* _YOUR ASSIGNMENT_:
Every line from the one with "Input: one rendered" up to and including the one with "Quick job: Give" is to be output exactly as it appears below; pictures are not.

GIVEN DATA START

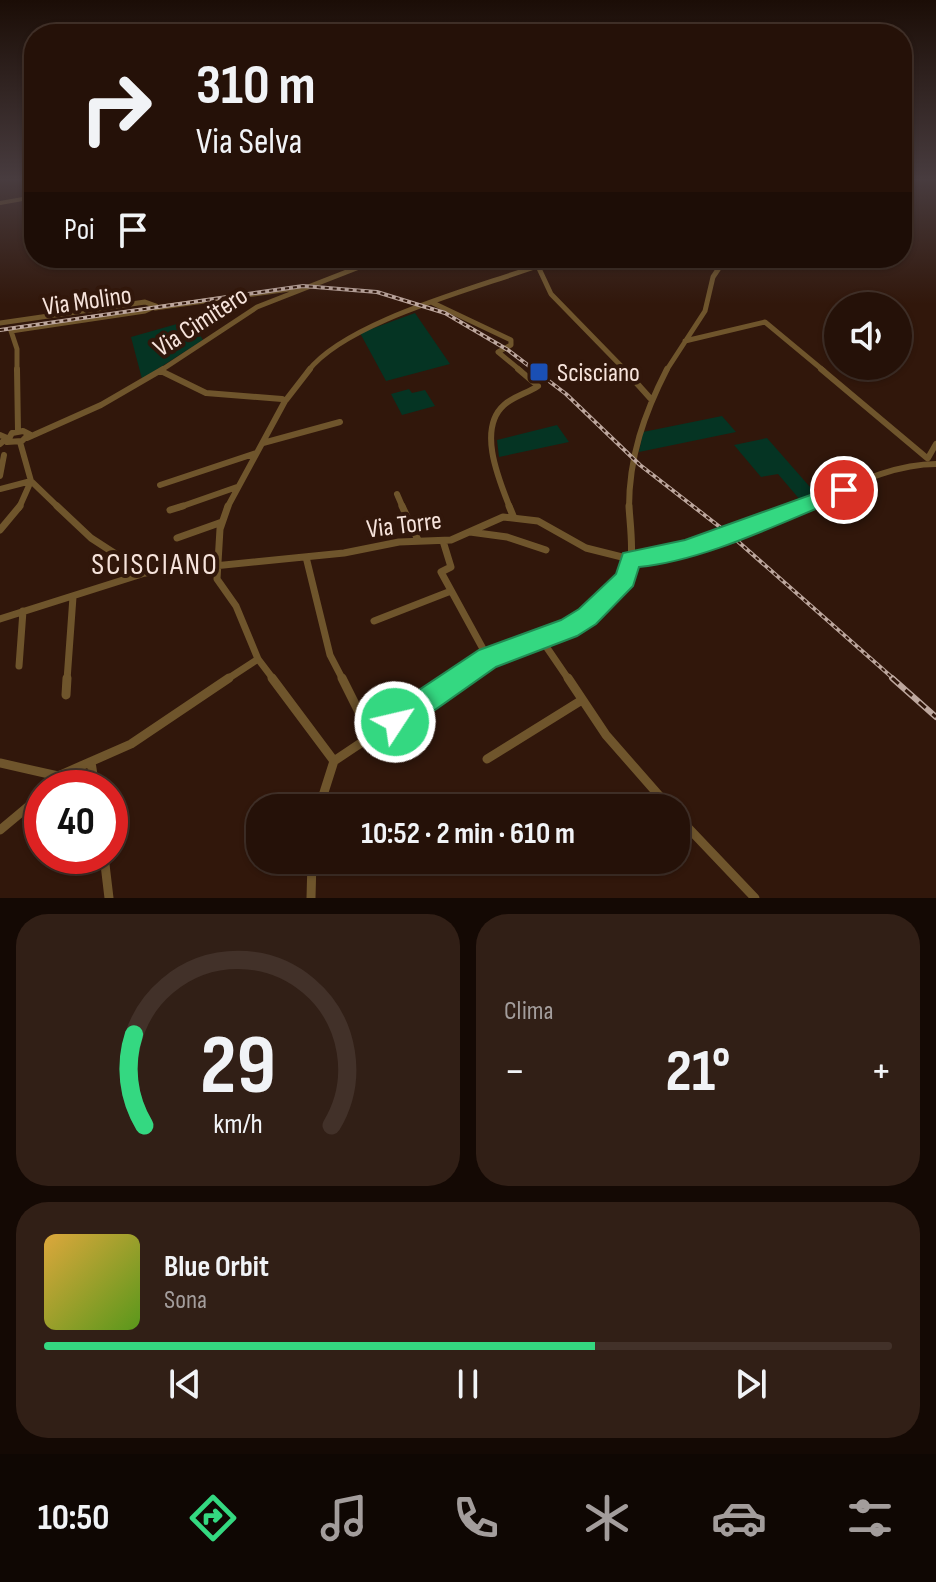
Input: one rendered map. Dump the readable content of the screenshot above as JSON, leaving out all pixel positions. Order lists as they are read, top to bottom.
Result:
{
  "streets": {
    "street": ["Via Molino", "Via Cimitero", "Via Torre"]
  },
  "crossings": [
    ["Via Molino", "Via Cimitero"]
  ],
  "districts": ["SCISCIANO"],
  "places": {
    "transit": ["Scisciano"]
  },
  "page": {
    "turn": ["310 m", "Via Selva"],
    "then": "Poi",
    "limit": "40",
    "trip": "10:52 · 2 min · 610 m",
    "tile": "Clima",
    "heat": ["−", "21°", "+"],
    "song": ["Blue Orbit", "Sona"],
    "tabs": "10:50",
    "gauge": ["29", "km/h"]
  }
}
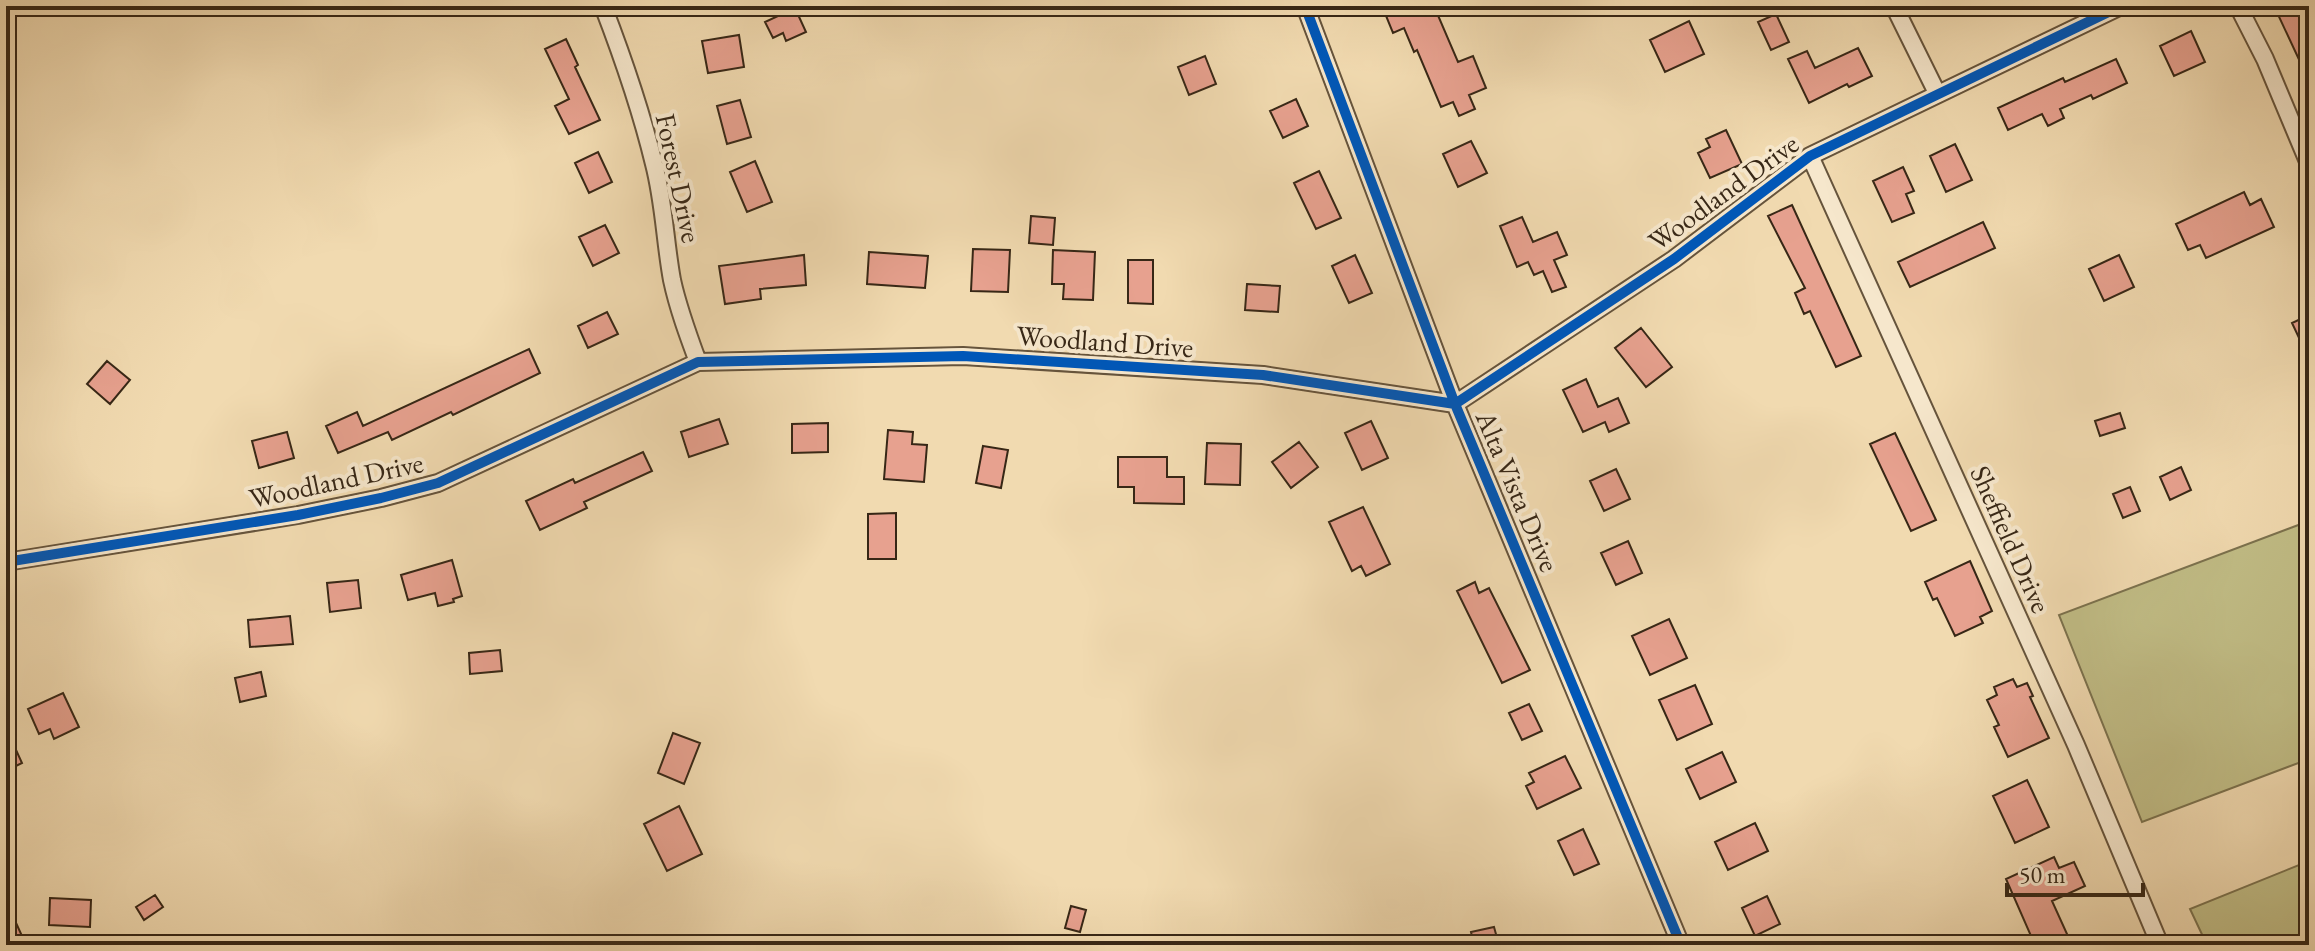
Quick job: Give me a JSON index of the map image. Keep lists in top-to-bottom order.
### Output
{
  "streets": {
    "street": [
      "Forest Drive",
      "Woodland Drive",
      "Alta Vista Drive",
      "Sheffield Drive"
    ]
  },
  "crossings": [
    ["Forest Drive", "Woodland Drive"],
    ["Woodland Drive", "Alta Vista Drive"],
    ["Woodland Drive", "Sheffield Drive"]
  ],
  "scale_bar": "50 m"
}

GIVEN DATA END
GIVEN DATA START

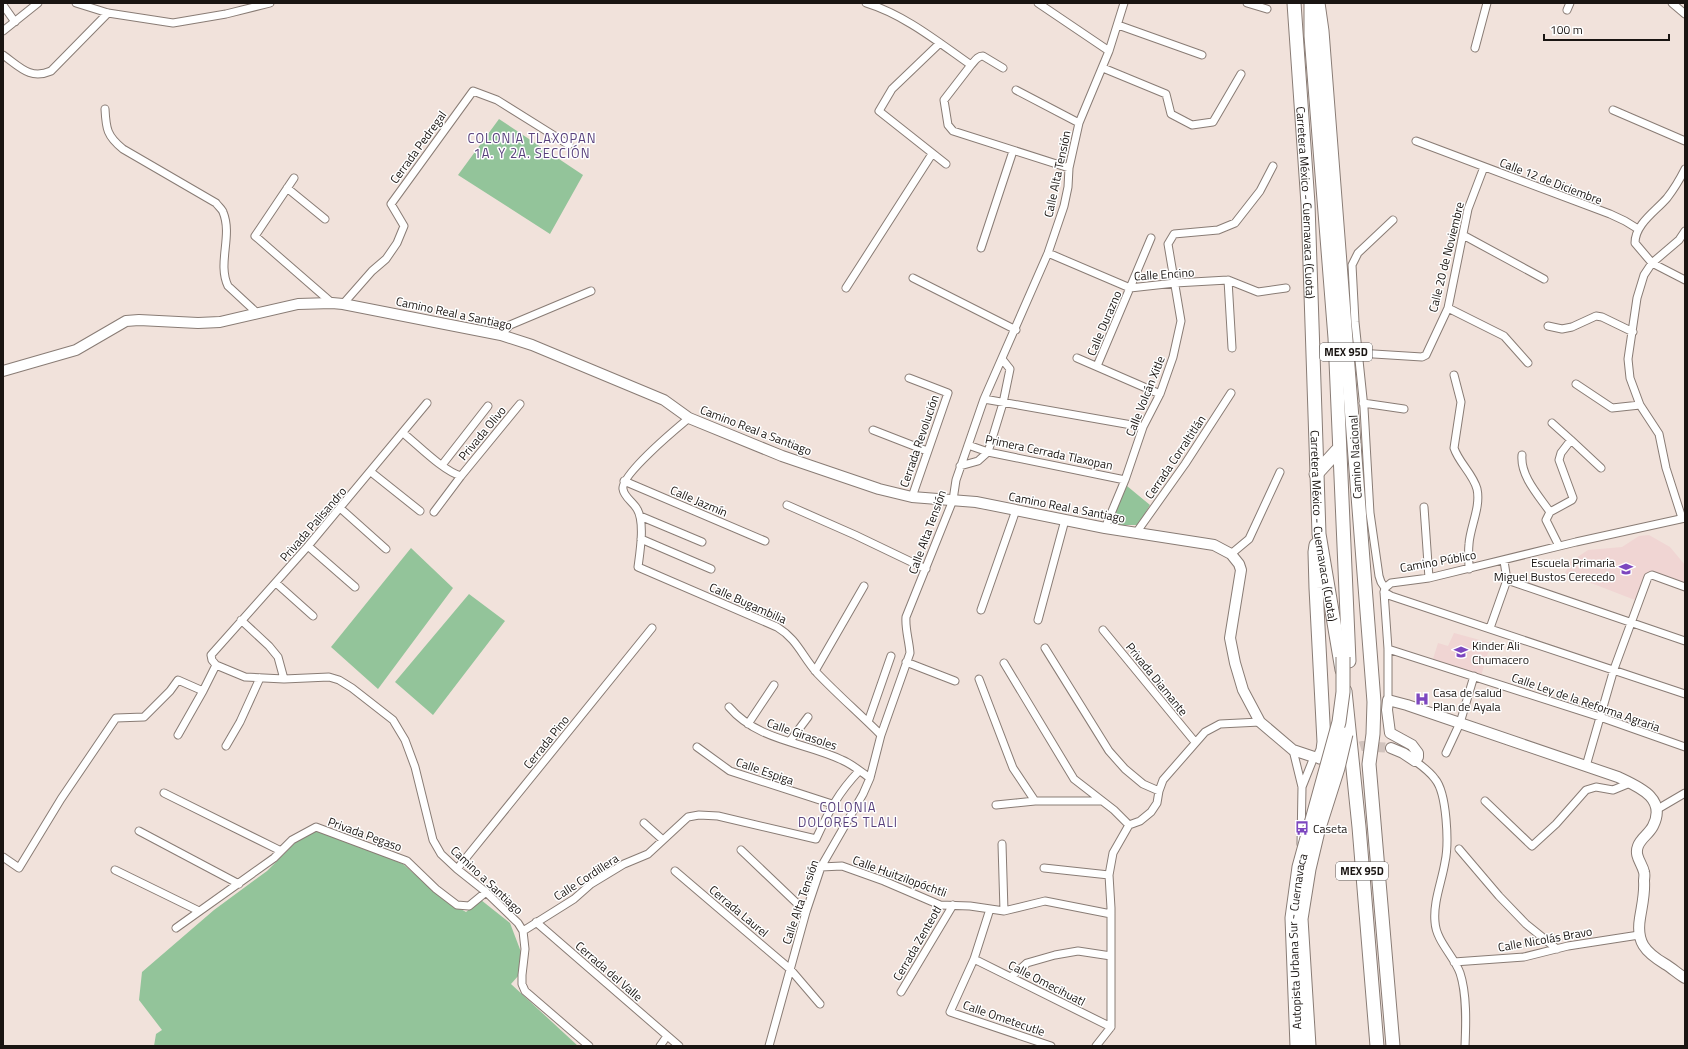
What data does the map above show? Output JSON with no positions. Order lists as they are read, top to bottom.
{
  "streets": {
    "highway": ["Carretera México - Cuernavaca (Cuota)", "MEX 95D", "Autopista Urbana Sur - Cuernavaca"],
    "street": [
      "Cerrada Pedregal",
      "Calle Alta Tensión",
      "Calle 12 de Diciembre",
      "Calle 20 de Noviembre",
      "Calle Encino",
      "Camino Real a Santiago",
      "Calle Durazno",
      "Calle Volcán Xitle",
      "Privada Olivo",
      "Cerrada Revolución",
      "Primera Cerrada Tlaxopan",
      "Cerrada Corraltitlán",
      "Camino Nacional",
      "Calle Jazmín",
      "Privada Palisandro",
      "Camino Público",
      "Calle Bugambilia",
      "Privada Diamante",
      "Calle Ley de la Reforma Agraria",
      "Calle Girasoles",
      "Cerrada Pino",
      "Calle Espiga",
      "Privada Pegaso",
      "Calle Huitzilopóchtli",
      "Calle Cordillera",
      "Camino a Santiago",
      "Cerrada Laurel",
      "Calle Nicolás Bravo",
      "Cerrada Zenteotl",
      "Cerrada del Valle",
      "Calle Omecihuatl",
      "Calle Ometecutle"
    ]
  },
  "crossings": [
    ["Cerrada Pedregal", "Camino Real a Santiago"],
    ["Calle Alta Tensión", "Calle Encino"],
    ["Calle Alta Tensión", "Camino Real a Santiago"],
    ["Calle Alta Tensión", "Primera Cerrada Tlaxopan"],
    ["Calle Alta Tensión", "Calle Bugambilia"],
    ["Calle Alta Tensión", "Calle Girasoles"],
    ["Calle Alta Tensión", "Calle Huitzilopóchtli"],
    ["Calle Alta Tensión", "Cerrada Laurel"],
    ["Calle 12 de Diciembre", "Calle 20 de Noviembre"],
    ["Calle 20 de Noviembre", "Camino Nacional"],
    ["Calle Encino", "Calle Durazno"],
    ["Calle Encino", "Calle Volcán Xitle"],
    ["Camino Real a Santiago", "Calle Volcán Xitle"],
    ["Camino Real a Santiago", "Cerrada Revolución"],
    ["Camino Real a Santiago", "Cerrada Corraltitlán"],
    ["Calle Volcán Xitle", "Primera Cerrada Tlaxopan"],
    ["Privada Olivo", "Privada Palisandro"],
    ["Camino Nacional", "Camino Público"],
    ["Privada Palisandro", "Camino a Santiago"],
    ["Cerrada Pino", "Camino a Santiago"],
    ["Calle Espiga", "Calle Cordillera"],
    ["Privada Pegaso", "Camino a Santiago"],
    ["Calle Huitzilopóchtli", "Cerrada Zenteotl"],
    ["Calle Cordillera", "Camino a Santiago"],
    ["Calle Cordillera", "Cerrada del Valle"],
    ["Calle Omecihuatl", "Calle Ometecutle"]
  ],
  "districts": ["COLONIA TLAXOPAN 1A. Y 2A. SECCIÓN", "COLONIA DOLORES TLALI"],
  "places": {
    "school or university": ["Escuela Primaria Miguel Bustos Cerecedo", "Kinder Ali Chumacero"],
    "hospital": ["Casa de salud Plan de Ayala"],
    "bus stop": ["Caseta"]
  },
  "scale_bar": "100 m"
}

GIVEN DATA END
GIVEN DATA START

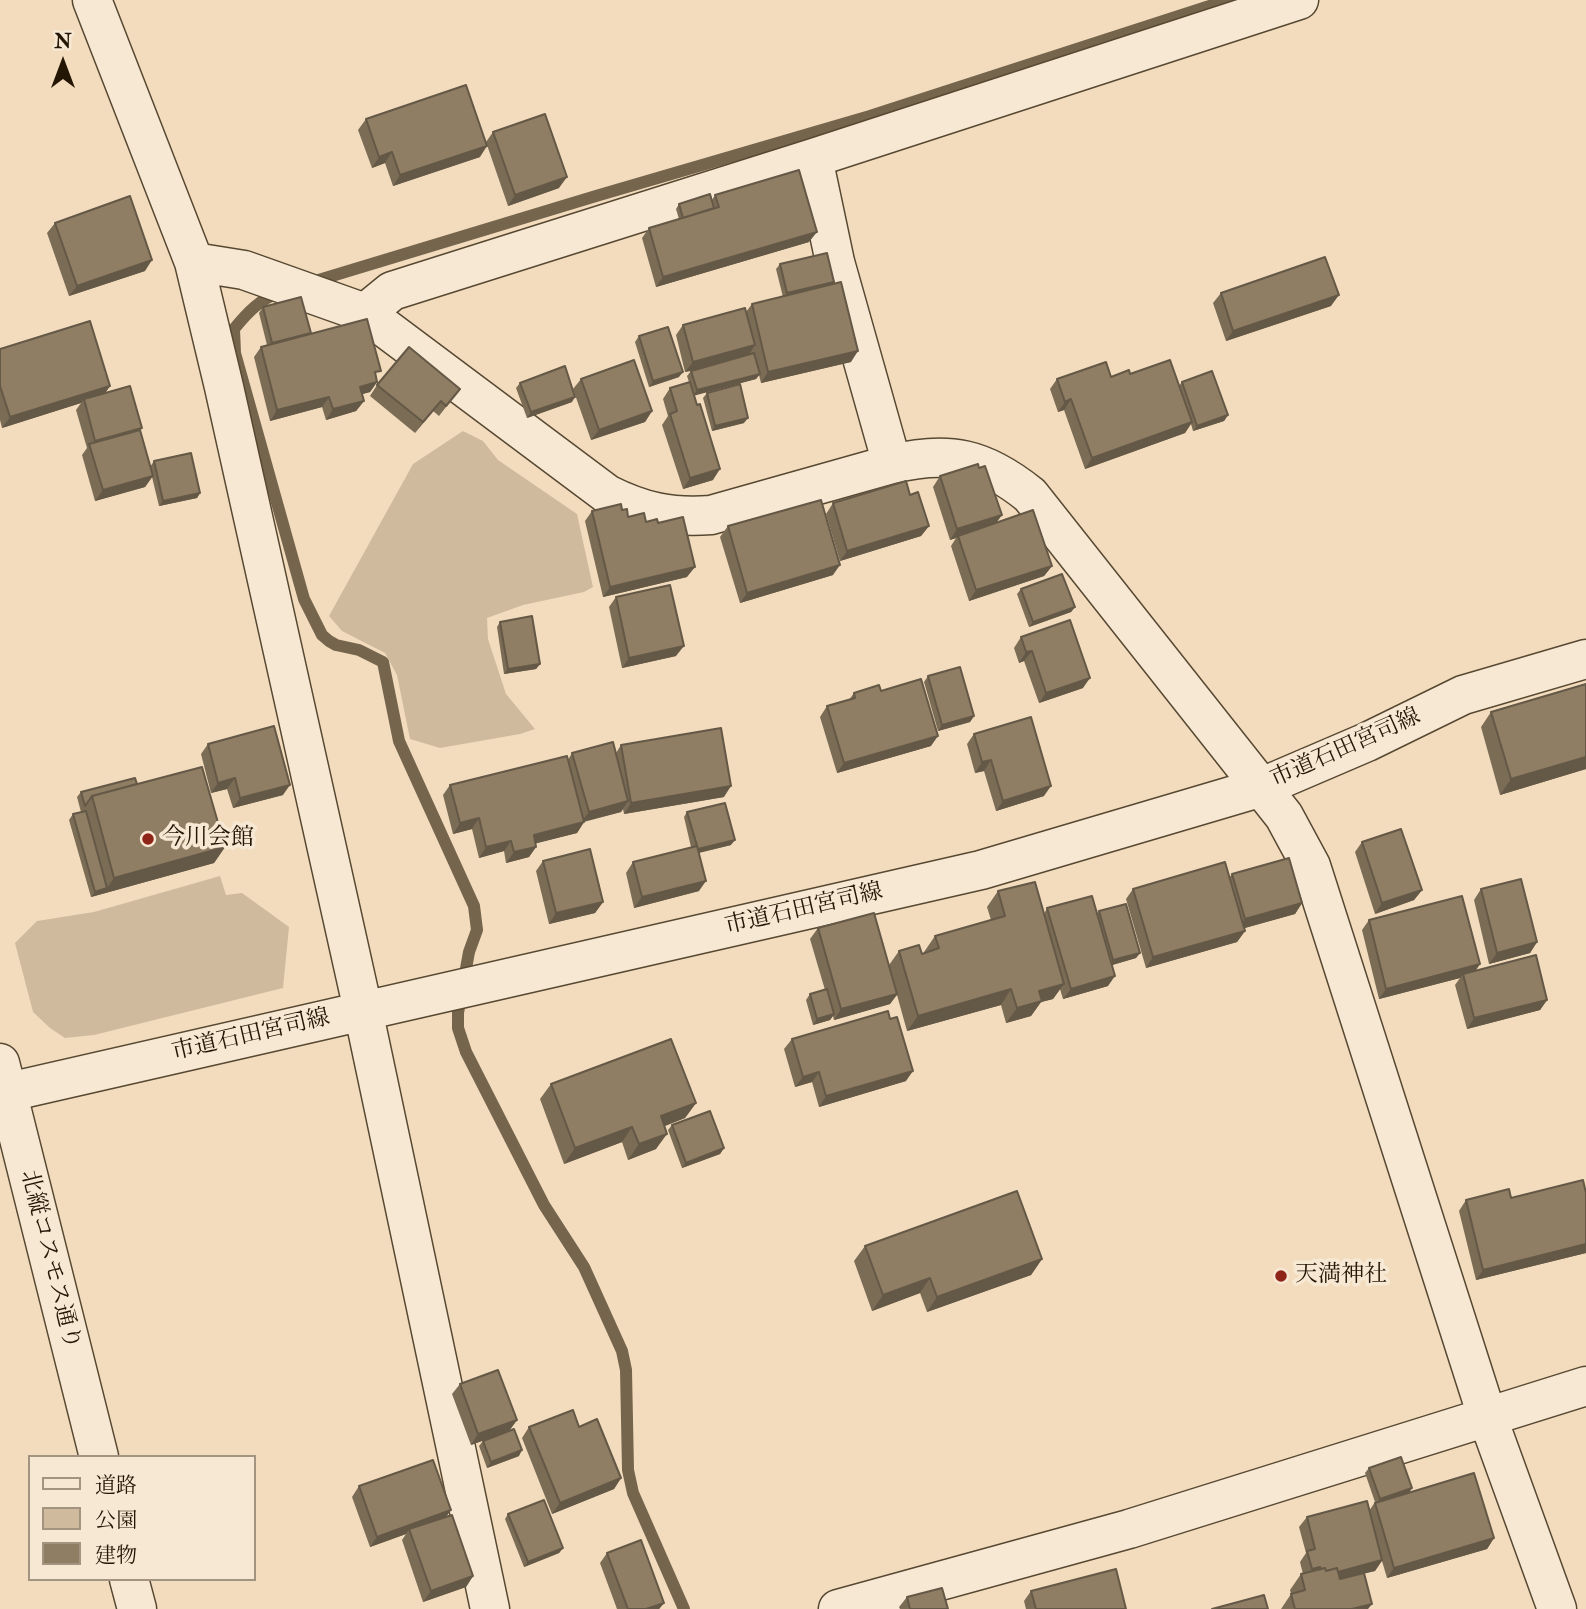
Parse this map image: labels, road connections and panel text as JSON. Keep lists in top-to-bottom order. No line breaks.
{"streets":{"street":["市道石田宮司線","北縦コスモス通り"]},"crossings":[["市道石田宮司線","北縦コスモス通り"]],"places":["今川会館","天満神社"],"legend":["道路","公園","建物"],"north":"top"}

GIVEN DATA END

* _FINISHED TASK_:
Input: one rendered map. Dump the readable content of the screenshot above as JSON, leaving out all pixel positions. Order lists as they are read, top to bottom.
Result:
{
  "streets": {
    "street": ["Via Molino", "Via Cimitero", "Via Torre"]
  },
  "crossings": [
    ["Via Molino", "Via Cimitero"]
  ],
  "districts": ["SCISCIANO"],
  "places": {
    "transit": ["Scisciano"]
  },
  "page": {
    "turn": ["310 m", "Via Selva"],
    "then": "Poi",
    "limit": "40",
    "trip": "10:52 · 2 min · 610 m",
    "tile": "Clima",
    "heat": ["−", "21°", "+"],
    "song": ["Blue Orbit", "Sona"],
    "tabs": "10:50",
    "gauge": ["29", "km/h"]
  }
}
Quick job: Give me a JSON index of the map image. Keep lists in top-to-bottom order.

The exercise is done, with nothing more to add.